Gesellschaftlichen Rahmen mitdenken

Soziale Arbeit muss auf die veränderte Lebenswirklichkeit im digitalen Zeitalter reagieren. FernUni-Forscher Maik Wunder ergründet, wie sie ihren Werten trotzdem treu bleiben kann.


Portrait Foto: FernUniversität
Bildungswissenschaftler Maik Wunder

Digitalisierung schafft Veränderung. Der Wandel betrifft auch das Feld der Sozialen Arbeit und all seine Akteurinnen und Akteure – egal ob sie Soziale Arbeit praktizieren, erforschen, erlernen oder von ihr profitieren. An der FernUniversität in Hagen setzt sich Dr. Maik Wunder mit Umbrüchen und Kontinuitäten in der Sozialen Arbeit auseinander. Der Bildungsforscher ist im Lehrgebiet Bildung und Differenz tätig. Vor kurzem führte er bei der zweitägigen Tagung „Digitalisierung und Soziale Arbeit – Transformationen, Beharrungen und Herausforderungen“ rund 120 Fachleute aus Forschung und Praxis zusammen. Den Austausch unter den Expertinnen und Experten hält er für unerlässlich. Es braucht einen gesamtheitlichen Blick, um Soziale Arbeit in Richtung Zukunft zu kalibrieren: „Früher hat sich die Welt auch verändert. Aber vor der Digitalisierung fand das Leben mit Medien statt. Jetzt verlagert sich die Lebenswelt zusehends in bestimmte Medien.“

Keine hermetischen Räume

Zum Beispiel wachsen viele junge Menschen längst innerhalb bestimmter Medien auf, erklärt Wunder. Augenscheinlich machen zahlreiche Apps, Games und Plattformen es den Kindern und Jugendlichen leicht, unter sich zu bleiben. Ein Grund zur Sorge? Der Bildungsforscher rät zur Differenzierung: „Es ist wichtig, dass es herrschafts- beziehungsweise pädagogikfreie Räume gibt.“ Seit jeher beschreibt die Wissenschaft verschiedene Jugendphasen und -kulturen. Der Drang, sich der Kontrolle von Erwachsenen zu entziehen, sei völlig normal: „Das war schon immer so!“ Vor den Pforten der digitalen Welt sollte Soziale Arbeit dennoch nicht halt machen. „Die Frage ist: Wie kann soziale Arbeit auch in diesen Räumen präsent sein und Angebote implementieren?“

Eine helfende Hand lässt sich überall reichen, da ist sich der Forscher sicher: „Vielleicht ist die Zugänglichkeit durch die Digitalisierung sogar größer geworden.“ Oft bleiben Sozialarbeitenden eher die realen Orte verschlossen; vieles findet buchstäblich hinter verschlossener Tür statt.
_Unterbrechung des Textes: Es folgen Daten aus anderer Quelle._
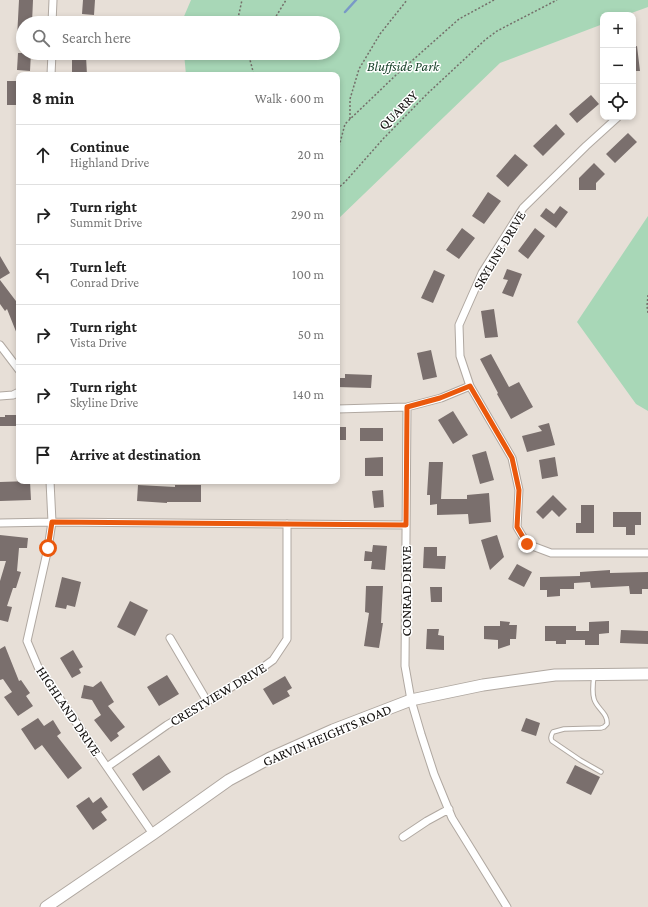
<!DOCTYPE html>
<meta charset="utf-8">
<style>
body{margin:0;font-family:"Crimson Pro",serif;background:#f6f6f6;color:#222}
.controls{position:absolute;right:12px;top:12px;display:grid;overflow:hidden;border-radius:8px;box-shadow:0 2px 6px #0003}
.controls button{width:36px;height:36px;display:grid;place-items:center;padding:0;border:0;border-bottom:1px solid #e0e0e0;background:#fff;color:#222;font:20px sans-serif}
.stop{position:absolute;width:12px;height:12px;margin:-9px;border:3px solid #ea580c;border-radius:50%;background:#fff}
.stop.end{background:#ea580c;border-color:#fff;box-shadow:0 1px 4px #0008}
.list{margin:0;padding:0;list-style:none}
h2{display:flex;justify-content:space-between;align-items:center;height:52px;margin:0;padding:0 16px;font-size:17px}
h2 small{font-size:13px;font-weight:400;color:#767676}
.list li{display:grid;grid-template-columns:26px 1fr auto;gap:12px;align-items:center;box-sizing:border-box;height:60px;padding:0 16px;border-top:1px solid #e0e0e0}
.list b{display:block;font-size:15px;white-space:nowrap}
.list p{margin:0;font-size:13px;white-space:nowrap;color:#767676}
.list em{font-size:13px;font-style:normal;color:#767676}
.icon{flex:none;width:22px;height:22px;fill:none;stroke:currentColor;stroke-width:2;stroke-linecap:round;stroke-linejoin:round}
.map{position:relative;flex:none;width:648px;height:907px;overflow:hidden}
.search{position:absolute;background:#fff;box-shadow:0 2px 6px #0003;left:16px;top:16px;width:324px;height:44px;display:flex;align-items:center;gap:10px;box-sizing:border-box;padding:0 14px;border-radius:22px;color:#767676;font-size:15px}
.panel{position:absolute;background:#fff;box-shadow:0 2px 6px #0003;left:16px;top:72px;width:324px;height:412px;border-radius:8px}
.map>svg:first-child{display:block}
.green{fill:#a8d7b7}
.lines{fill:none;stroke-linecap:round;stroke-linejoin:round}
.stream{stroke:#7999c7;stroke-width:2.5}
.building{fill:#7a6f6d}
.service-casing{stroke:#b0a8a1;stroke-width:5.5}
.minor-casing{stroke:#b0a8a1;stroke-width:9}
.secondary-casing{stroke:#b0a8a1;stroke-width:13}
.path{stroke:#746f6a;stroke-width:1.5;stroke-dasharray:2 2;stroke-linecap:butt}
.service{stroke:#fff;stroke-width:3.5}
.minor{stroke:#fff;stroke-width:7}
.secondary{stroke:#fff;stroke-width:11}
.route{stroke:#ea580c;stroke-width:5}
.labels{text-anchor:middle;dominant-baseline:central;stroke-width:3;stroke-linejoin:round;paint-order:stroke}
.park-label{font-size:14px;font-style:italic;fill:#123d24;stroke:#fff}
.street-label{font-size:14px;fill:#14110f;stroke:#fff}
</style>
<div class="map">
<svg width="648" height="907" viewBox="0 0 648 907">
<rect width="100%" height="100%" fill="#e7dfd7"/>
<path class="green" d="M191,0H648V7L626,15H603V24L500,63L337,220V75H186L184,53H333V23H182V21Z
M648,216V411L636,404L577,322Z"/>
<g class="lines">
<path class="stream" d="M345,12L356,0"/>
</g>
<path class="building" d="M19,0H33L32,23H23V39L17,38Z
M83,0H95L94,15L82,14Z
M637,46L640,71H633V47Z
M18,53H31L30,71L17,70Z
M86,56L87,75H72V57Z
M7,81H19V105H7Z
M591,95L599,104L577,123L569,114Z
M556,124L565,134L543,156L533,146Z
M628,133L637,142L615,163L606,154Z
M515,154L528,165L508,187L496,176Z
M594,163L605,174L596,183V190H579V178Z
M488,192L501,201L484,224L472,216Z
M560,206L568,212L556,228L540,216L546,208L554,214Z
M462,228L475,238L459,259L446,250Z
M535,228L545,236L528,259L518,251Z
M0,256L10,273L0,279Z
M507,269L522,274L513,297L502,293L508,280L503,279Z
M434,270L445,275L433,303L421,298Z
M0,280L19,305V339L7,309L5,311L0,304Z
M494,309L498,337L485,338L481,311Z
M431,350L437,377L423,380L417,353Z
M491,354L509,387L519,382L533,407L511,419L497,394L498,393L480,359Z
M345,374L372,375L371,388L337,387V378H345Z
M453,411L468,435L453,444L438,420Z
M5,415H19V426H0V417H5Z
M549,423L555,445L527,452L522,436L542,431L538,426Z
M337,427H346V440H337Z
M360,428H383V441H360Z
M486,451L494,480L480,484L472,455Z
M383,457V476H365V458Z
M555,457L558,476L542,479L539,460Z
M429,462H443L441,499H467V495L489,493L491,522L469,524L468,514L437,515V504L430,505V495H427Z
M30,481L31,500L0,501V482Z
M138,485L175,487V485H201V502H167V503L137,501Z
M383,490L384,507L374,508L372,491Z
M553,495L567,509L559,517L552,510L543,519L536,512Z
M581,505H594V533H576V523H581Z
M613,512H641V525H635V535H626V527H613Z
M0,535L28,538L27,548H19L17,571L21,572L16,588H13L7,606L12,607L8,622L0,620V581L6,561H0Z
M497,535L504,557L490,570L481,540Z
M373,545L387,546L385,570L371,569L372,561H364L365,551L372,552Z
M424,547H437V556H446L445,569L423,568Z
M517,564L532,572L524,587L508,579Z
M610,570V573L648,572V589H642V594H630L629,586L591,588L590,582L574,583V589H560V596L547,597V590H540V577L580,576V572Z
M62,577L81,582L75,607L67,605L66,609L55,607Z
M366,586H383L381,623H383L379,648L364,646L369,613L365,612Z
M430,587H442V602H431Z
M130,601L148,610L135,636L117,627Z
M500,621L510,622L509,625H517L516,639H510V645L498,649V640L484,639V626H500Z
M609,621V633L599,634V645H585V640H566V644H556V641H545V626H576V631H589V622Z
M427,629H439L438,635L444,636V650L426,649Z
M621,630L648,631V644L620,643Z
M5,646L19,681L21,680L30,693L26,696L33,706L18,716L4,697L12,692L3,679L0,680V649Z
M73,650L83,667L79,669L81,673L72,678L60,658Z
M167,675L179,694L159,706L147,687Z
M285,676L292,688L287,691L290,696L273,705L263,689Z
M101,681L114,702L108,706L125,727L117,733L119,736L111,742L94,720L101,715L92,700L81,698L84,685L93,687Z
M38,718L44,726L53,720L61,733L57,736L82,768L68,779L42,745L35,750L21,729Z
M526,718L540,723L536,736L521,731Z
M159,755L171,772L143,791L132,774Z
M575,765L600,777L591,795L566,783Z
M89,797L93,803L101,797L108,807L101,812L107,820L93,830L76,806Z"/>
<g class="lines">
<defs>
<path id="service" d="M594,676C593,683 592,692 594,699C597,709 608,713 607,724L604,727L601,728L564,729L553,732C551,735 550,738 552,741L580,760L601,772"/>
<path id="minor" d="M52,23L53,0
M51,75L52,53
M618,117L586,146L523,208L482,273L459,325L460,356L470,386L512,458L519,490L517,527L527,544L551,553H648
M0,345L19,370
M0,396L13,395L19,392
M407,407L405,666L411,700L421,734L434,774L452,818L507,907
M337,409L407,407L441,398L470,386
M50,481L52,522L48,548L27,641L38,667L153,834
M0,523L52,522L406,525
M170,638L207,701
M107,767L167,725L255,673L273,660L287,639V524
M403,837L427,821L449,809"/>
<path id="secondary" d="M46,907L153,834L229,780L270,758L333,730L411,700L483,685L555,675L648,674"/>
</defs>
<use href="#service" class="service-casing"/>
<use href="#minor" class="minor-casing"/>
<use href="#secondary" class="secondary-casing"/>
<path class="path" d="M237,23L242,0
M272,23L286,0
M247,53L250,60L254,75
M350,119V99L359,69L380,34L407,0
M337,154L345,124L396,75L459,19L494,0
M337,189L345,182L383,139L427,94L485,40L497,31L553,2L557,0
M648,295L647,306L648,313"/>
<use href="#service" class="service"/>
<use href="#minor" class="minor"/>
<use href="#secondary" class="secondary"/>
</g>
<g class="lines">
<path class="route" d="M48,548L52,522L406,525L407,407L440,398L470,386L512,458L519,490L517,527L527,544"/>
</g>
<g class="labels">
<g class="park-label">
<text x="403" y="66">Bluffside Park</text>
</g>
<g class="street-label">
<text transform="translate(398 110) rotate(-45)">QUARRY</text>
<text transform="translate(499 250) rotate(-59)">SKYLINE DRIVE</text>
<text transform="translate(406 591) rotate(-90)">CONRAD DRIVE</text>
<text transform="translate(218 694) rotate(-31)">CRESTVIEW DRIVE</text>
<text transform="translate(69 711) rotate(56)">HIGHLAND DRIVE</text>
<text transform="translate(327 735) rotate(-23)">GARVIN HEIGHTS ROAD</text>
</g>
</g>
</svg>
<div class="controls">
<button>+</button>
<button>−</button>
<button><svg class="icon" aria-label="locate" viewBox="0 0 24 24"><circle cx="12" cy="12" r="6"/><path d="M12 2v4M12 18v4M2 12h4M18 12h4"/></svg></button>
</div>
<div class="stop" style="left:48px;top:548px"></div>
<div class="stop end" style="left:527px;top:544px"></div>
<div class="search"><svg class="icon" aria-label="search" viewBox="0 0 24 24"><circle cx="10" cy="10" r="6"/><path d="M15 15l6 6"/></svg>Search here</div>
<section class="panel">
<h2>8 min<small>Walk · 600 m</small></h2>
<ul class="list">
<li><svg class="icon" aria-label="ahead" viewBox="0 0 24 24"><path d="M12 20V5M6 11l6-6 6 6"/></svg><div><b>Continue</b><p>Highland Drive</p></div><em>20 m</em></li>
<li><svg class="icon" aria-label="right" viewBox="0 0 24 24"><path d="M7 20v-9h11M14 6l5 5-5 5"/></svg><div><b>Turn right</b><p>Summit Drive</p></div><em>290 m</em></li>
<li><svg class="icon" aria-label="left" viewBox="0 0 24 24"><path d="M17 20v-9H6M10 6l-5 5 5 5"/></svg><div><b>Turn left</b><p>Conrad Drive</p></div><em>100 m</em></li>
<li><svg class="icon" aria-label="right" viewBox="0 0 24 24"><path d="M7 20v-9h11M14 6l5 5-5 5"/></svg><div><b>Turn right</b><p>Vista Drive</p></div><em>50 m</em></li>
<li><svg class="icon" aria-label="right" viewBox="0 0 24 24"><path d="M7 20v-9h11M14 6l5 5-5 5"/></svg><div><b>Turn right</b><p>Skyline Drive</p></div><em>140 m</em></li>
<li><svg class="icon" aria-label="arrive" viewBox="0 0 24 24"><path d="M6 21V4h12l-3 4 3 4H6"/></svg><div><b>Arrive at destination</b></div></li>
</ul>
</section>
</div>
Dahingegen sind Netzaktivitäten immer zu einem gewissen Grad transparent. „Womöglich sind viele Praktiken im virtuellen Raum offener als das, was Jugendliche in der ‚stillen Ecke an der Bushaltestelle‘ tun“, vermutet Wunder.

Frau im Rollstuhl und junger Mann schauen gemeinsam auf ein Tablet und lachen Foto: Maskot/Maskot/GettyImages
Faktor Mensch: Die Digitalisierung bietet viele Möglichkeiten im sozialen Bereich – etwa in Pflege und Betreuung. Trotzdem rät Maik Wunder, nicht unbedacht auf automatisierte Vorgänge zu setzen.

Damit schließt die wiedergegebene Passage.